(EXERCISE DATA Opens)
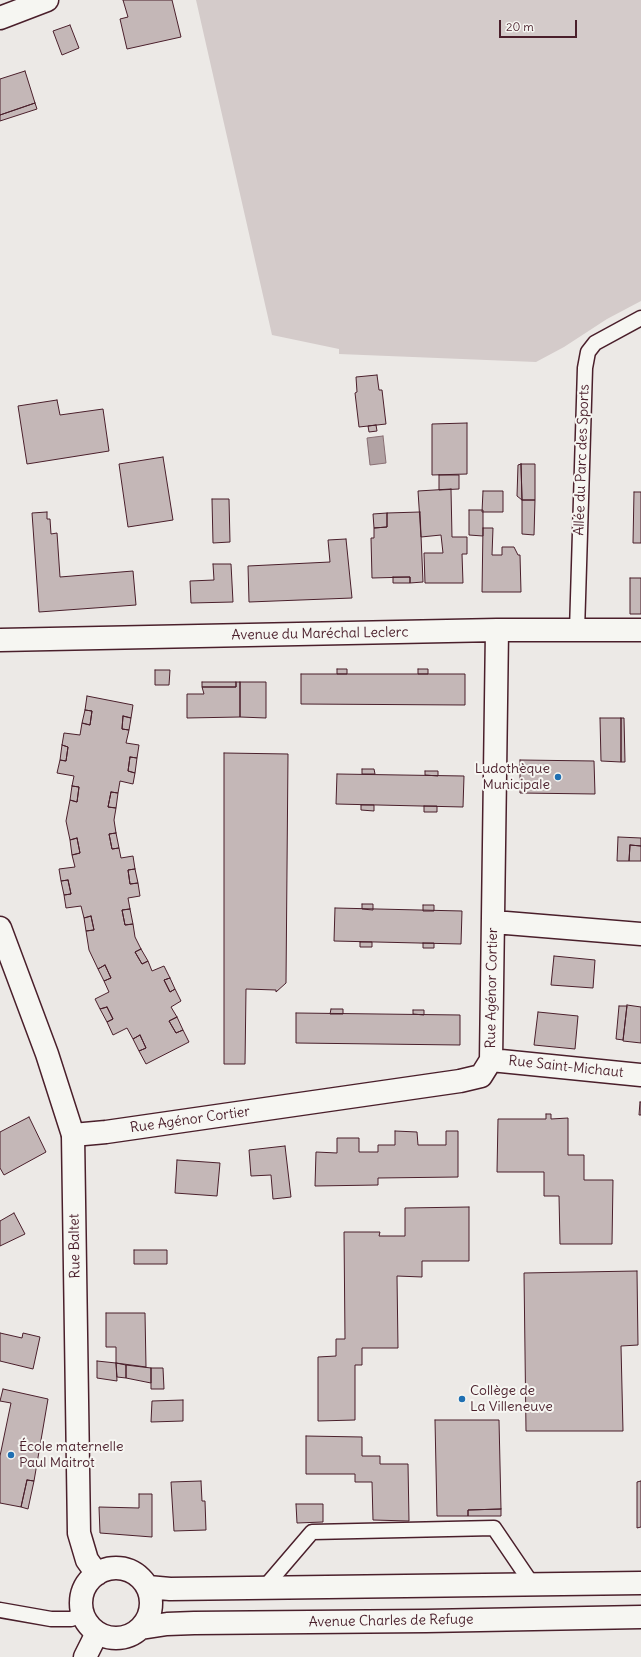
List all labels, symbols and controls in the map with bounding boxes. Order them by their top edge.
(EXERCISE DATA Closes)
(EXERCISE DATA Opens)
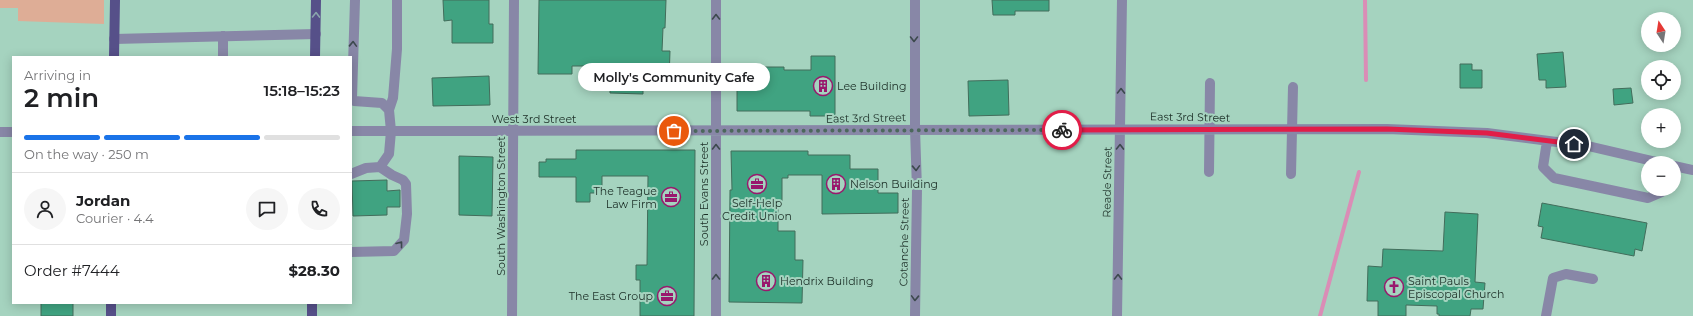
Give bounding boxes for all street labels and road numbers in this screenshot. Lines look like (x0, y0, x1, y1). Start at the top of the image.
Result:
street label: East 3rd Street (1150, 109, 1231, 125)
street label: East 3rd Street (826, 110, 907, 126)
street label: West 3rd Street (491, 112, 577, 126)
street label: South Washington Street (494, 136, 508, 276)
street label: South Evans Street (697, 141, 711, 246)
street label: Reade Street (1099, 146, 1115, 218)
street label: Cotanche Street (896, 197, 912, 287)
(EXERCISE DATA Closes)
(EXERCISE DATA Opens)
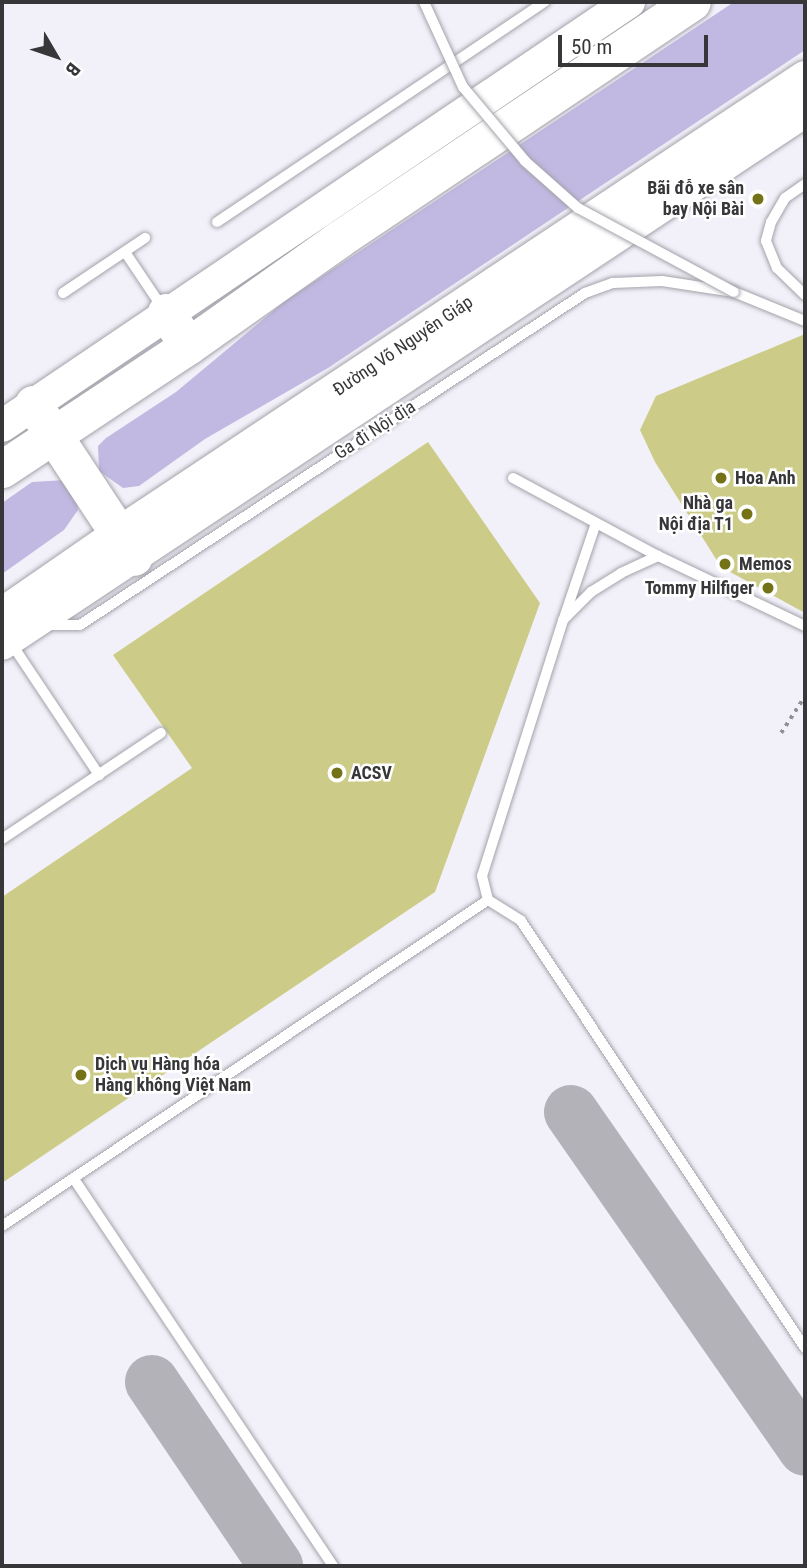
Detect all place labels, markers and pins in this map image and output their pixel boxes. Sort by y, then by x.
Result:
(EXERCISE DATA Closes)
WORK INSTRUCTIONS: Whenever the string "image" turns up in a line above, copy that line out.

EXPECTED ANSWER:
Give bounding boxes for all street labels and road numbers in this screenshot. Lines look like (x0, y0, x1, y1). Start at the top of the image.
Detect all place labels, markers and pins in this map image and output their pixel boxes. Sort by y, then by x.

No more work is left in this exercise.